*Material shown*.

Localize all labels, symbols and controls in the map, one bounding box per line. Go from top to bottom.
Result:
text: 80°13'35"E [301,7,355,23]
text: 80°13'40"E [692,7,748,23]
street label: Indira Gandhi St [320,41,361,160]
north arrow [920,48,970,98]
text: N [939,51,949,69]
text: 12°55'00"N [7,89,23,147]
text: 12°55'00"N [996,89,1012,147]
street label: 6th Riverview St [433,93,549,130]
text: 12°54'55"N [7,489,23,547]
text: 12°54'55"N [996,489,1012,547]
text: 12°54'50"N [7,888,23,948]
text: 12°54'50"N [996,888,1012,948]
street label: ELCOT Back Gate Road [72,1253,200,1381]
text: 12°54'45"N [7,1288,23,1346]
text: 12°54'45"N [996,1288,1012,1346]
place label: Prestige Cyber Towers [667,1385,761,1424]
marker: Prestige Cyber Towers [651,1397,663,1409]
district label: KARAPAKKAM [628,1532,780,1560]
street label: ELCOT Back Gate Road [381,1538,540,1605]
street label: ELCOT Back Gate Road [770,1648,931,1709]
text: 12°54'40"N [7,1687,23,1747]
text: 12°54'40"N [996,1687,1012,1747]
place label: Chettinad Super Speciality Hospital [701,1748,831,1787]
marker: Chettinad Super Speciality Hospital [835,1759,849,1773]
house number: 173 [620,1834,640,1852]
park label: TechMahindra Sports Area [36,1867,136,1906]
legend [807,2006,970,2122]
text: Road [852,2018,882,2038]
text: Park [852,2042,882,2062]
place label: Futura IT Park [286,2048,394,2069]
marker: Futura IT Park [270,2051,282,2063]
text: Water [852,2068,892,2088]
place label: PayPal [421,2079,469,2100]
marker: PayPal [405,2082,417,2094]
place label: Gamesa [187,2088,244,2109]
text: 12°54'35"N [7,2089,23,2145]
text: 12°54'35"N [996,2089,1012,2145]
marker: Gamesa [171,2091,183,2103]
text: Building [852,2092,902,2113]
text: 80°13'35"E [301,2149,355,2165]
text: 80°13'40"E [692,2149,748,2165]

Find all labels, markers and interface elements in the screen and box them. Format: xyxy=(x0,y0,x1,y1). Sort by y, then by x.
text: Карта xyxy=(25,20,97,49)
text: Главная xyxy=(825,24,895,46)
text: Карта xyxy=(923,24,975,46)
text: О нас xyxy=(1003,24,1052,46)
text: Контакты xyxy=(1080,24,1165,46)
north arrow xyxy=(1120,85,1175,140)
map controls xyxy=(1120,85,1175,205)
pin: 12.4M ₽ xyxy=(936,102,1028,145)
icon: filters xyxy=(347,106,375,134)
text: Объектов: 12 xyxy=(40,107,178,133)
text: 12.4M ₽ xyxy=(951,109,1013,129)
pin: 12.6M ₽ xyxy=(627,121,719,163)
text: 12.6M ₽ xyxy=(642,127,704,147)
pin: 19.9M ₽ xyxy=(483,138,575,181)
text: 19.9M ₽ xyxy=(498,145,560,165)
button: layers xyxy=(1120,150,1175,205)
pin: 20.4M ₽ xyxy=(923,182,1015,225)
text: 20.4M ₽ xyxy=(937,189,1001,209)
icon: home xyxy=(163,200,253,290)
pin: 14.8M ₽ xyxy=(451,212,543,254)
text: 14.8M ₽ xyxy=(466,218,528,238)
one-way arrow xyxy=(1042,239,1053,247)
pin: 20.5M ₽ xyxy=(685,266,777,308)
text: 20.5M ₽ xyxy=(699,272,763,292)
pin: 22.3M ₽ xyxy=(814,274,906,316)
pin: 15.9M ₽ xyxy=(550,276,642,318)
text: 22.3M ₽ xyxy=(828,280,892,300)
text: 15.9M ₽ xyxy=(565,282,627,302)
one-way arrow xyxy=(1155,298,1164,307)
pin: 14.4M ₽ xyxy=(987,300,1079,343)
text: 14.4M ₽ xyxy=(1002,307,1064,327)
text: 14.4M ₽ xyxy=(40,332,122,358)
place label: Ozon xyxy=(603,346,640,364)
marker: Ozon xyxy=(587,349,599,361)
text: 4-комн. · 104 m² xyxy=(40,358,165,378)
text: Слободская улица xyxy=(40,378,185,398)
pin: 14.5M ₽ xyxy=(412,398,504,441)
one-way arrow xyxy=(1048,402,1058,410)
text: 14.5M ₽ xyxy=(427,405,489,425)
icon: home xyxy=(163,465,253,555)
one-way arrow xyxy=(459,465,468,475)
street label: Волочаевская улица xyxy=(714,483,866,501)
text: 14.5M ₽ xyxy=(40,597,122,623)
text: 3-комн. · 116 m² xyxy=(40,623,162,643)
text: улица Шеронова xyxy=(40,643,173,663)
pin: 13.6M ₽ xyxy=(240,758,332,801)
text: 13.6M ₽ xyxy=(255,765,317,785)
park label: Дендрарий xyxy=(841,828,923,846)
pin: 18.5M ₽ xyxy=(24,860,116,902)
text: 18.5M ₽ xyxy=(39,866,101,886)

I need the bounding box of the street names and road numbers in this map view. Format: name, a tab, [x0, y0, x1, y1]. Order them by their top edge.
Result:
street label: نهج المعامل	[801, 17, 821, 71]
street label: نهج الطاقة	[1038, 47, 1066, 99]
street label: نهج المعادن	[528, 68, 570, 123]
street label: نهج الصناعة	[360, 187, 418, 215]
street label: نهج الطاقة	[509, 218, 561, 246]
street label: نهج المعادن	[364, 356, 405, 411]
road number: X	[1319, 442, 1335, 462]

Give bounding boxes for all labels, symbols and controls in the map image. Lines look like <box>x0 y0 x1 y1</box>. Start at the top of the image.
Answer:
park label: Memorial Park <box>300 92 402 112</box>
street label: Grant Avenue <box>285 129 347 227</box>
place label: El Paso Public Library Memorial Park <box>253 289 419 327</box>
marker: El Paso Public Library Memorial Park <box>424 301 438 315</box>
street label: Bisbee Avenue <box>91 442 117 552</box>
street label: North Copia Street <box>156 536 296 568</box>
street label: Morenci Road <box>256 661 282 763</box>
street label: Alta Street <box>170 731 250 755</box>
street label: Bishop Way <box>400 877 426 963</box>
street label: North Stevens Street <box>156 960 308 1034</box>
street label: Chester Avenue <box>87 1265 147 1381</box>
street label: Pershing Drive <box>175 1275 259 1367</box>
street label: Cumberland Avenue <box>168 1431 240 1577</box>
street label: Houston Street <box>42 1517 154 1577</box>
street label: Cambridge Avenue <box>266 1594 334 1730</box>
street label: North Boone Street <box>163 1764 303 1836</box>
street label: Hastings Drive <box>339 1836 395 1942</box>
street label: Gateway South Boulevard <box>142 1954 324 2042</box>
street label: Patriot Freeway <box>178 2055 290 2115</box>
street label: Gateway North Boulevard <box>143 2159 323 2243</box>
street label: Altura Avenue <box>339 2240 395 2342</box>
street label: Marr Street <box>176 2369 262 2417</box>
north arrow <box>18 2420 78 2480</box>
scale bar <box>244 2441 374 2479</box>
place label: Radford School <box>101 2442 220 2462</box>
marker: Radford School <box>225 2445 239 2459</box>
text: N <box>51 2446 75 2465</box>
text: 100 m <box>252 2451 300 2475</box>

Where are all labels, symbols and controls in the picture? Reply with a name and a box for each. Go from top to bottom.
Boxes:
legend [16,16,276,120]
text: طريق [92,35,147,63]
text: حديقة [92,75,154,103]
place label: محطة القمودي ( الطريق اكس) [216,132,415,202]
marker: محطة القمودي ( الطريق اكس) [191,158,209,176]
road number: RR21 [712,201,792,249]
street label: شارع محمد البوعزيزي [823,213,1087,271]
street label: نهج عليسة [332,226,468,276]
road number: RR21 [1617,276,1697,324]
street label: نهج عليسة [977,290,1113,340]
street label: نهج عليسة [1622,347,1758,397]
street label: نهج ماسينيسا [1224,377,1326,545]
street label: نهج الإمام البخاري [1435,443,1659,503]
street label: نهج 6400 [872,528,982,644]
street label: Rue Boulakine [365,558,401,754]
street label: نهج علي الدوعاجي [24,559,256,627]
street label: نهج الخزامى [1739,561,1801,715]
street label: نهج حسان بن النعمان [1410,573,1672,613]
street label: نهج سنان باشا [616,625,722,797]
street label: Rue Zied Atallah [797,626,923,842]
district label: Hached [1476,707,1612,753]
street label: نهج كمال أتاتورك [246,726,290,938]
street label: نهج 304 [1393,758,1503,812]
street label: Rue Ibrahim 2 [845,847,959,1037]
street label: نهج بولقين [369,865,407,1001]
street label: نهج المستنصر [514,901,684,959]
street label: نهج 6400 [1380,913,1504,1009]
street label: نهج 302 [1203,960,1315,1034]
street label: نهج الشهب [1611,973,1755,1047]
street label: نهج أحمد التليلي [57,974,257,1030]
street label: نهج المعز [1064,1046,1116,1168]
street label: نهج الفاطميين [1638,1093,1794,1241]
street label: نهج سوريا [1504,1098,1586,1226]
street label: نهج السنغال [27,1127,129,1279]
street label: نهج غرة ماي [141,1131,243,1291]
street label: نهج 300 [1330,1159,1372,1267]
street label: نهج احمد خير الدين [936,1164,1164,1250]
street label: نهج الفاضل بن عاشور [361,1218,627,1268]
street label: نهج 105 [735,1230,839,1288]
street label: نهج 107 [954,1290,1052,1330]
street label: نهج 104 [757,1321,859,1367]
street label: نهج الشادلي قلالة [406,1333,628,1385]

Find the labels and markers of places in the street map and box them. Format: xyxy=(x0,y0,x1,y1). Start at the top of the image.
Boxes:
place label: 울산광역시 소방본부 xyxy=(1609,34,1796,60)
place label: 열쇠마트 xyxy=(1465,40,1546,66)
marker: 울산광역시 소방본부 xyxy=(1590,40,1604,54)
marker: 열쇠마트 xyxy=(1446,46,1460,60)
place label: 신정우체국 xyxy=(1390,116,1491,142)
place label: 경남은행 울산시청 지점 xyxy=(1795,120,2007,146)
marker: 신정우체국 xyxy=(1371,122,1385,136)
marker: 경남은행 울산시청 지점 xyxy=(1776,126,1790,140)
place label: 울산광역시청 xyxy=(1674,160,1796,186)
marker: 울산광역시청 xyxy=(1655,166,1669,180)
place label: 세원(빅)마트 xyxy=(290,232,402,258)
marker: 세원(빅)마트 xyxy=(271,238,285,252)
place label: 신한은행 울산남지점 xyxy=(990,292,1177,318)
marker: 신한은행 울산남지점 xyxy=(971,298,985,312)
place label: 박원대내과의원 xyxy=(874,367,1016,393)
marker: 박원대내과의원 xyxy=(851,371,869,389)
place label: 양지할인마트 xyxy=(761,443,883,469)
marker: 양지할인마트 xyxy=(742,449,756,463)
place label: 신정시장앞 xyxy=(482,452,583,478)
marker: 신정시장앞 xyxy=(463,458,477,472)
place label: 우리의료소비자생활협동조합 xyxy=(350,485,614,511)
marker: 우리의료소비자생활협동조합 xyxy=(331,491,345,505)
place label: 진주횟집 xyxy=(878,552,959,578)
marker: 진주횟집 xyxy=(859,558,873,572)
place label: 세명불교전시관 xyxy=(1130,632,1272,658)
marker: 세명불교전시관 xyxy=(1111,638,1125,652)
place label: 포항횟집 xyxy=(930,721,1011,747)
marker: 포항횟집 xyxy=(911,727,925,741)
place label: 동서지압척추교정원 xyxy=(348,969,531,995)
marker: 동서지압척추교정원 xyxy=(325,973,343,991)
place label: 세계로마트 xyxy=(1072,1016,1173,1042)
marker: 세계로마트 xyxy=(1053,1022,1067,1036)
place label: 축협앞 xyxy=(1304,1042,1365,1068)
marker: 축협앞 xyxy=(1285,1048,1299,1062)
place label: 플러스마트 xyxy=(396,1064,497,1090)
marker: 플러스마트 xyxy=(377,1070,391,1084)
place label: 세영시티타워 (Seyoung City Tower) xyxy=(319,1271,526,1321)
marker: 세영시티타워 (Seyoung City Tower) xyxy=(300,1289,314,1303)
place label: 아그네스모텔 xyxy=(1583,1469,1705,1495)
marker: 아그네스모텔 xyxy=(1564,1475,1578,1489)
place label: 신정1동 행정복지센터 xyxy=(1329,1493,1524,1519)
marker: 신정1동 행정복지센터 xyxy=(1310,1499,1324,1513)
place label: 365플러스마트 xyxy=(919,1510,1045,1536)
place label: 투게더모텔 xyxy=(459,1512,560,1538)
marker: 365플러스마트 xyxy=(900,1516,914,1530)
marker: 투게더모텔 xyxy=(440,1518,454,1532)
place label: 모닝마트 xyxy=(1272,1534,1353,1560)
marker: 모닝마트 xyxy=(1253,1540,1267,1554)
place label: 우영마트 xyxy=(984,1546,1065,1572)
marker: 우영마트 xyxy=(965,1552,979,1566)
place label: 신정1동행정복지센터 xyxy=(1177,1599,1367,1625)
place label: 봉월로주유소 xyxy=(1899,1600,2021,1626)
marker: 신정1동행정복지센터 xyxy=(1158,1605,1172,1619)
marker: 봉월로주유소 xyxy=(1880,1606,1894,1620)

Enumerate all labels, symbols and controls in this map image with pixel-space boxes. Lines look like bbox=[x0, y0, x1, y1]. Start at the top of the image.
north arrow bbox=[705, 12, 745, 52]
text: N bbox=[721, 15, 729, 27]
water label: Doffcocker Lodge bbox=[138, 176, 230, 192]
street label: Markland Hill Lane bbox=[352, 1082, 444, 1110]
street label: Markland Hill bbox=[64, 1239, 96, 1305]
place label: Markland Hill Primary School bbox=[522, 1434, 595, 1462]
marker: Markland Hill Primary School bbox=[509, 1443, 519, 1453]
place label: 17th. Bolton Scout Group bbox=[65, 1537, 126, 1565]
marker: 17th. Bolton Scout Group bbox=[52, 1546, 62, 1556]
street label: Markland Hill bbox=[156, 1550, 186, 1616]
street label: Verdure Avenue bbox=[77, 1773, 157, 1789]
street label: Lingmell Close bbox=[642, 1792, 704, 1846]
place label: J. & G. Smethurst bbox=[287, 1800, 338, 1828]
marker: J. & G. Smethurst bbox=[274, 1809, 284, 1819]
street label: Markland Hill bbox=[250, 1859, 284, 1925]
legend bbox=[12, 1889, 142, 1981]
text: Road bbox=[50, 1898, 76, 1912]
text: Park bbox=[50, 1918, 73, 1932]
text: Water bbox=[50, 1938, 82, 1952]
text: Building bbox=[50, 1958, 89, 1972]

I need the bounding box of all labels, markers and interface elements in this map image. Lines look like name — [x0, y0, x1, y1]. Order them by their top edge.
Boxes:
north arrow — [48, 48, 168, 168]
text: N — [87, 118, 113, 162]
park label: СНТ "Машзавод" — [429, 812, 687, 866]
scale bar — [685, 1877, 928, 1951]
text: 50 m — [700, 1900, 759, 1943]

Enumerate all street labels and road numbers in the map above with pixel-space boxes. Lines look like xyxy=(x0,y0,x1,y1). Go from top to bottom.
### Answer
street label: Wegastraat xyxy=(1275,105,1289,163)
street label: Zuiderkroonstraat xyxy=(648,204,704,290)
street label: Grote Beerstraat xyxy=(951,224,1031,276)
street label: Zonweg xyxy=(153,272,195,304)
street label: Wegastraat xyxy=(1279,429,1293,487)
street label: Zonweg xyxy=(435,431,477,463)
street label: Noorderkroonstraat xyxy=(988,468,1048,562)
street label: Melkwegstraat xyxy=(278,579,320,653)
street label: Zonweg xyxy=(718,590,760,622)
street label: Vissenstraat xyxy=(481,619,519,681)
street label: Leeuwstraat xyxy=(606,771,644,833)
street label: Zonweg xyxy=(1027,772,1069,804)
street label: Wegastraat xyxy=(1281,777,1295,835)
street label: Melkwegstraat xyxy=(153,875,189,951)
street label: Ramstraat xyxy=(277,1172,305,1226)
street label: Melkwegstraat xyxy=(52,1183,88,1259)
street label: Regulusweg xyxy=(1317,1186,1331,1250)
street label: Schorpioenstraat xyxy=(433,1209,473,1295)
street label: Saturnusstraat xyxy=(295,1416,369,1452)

*Task description*.
Show every line of the material that includes the string "комн".

*Written reply*.
text: 4-комн. · 104 m² xyxy=(40,358,165,378)
text: 3-комн. · 116 m² xyxy=(40,623,162,643)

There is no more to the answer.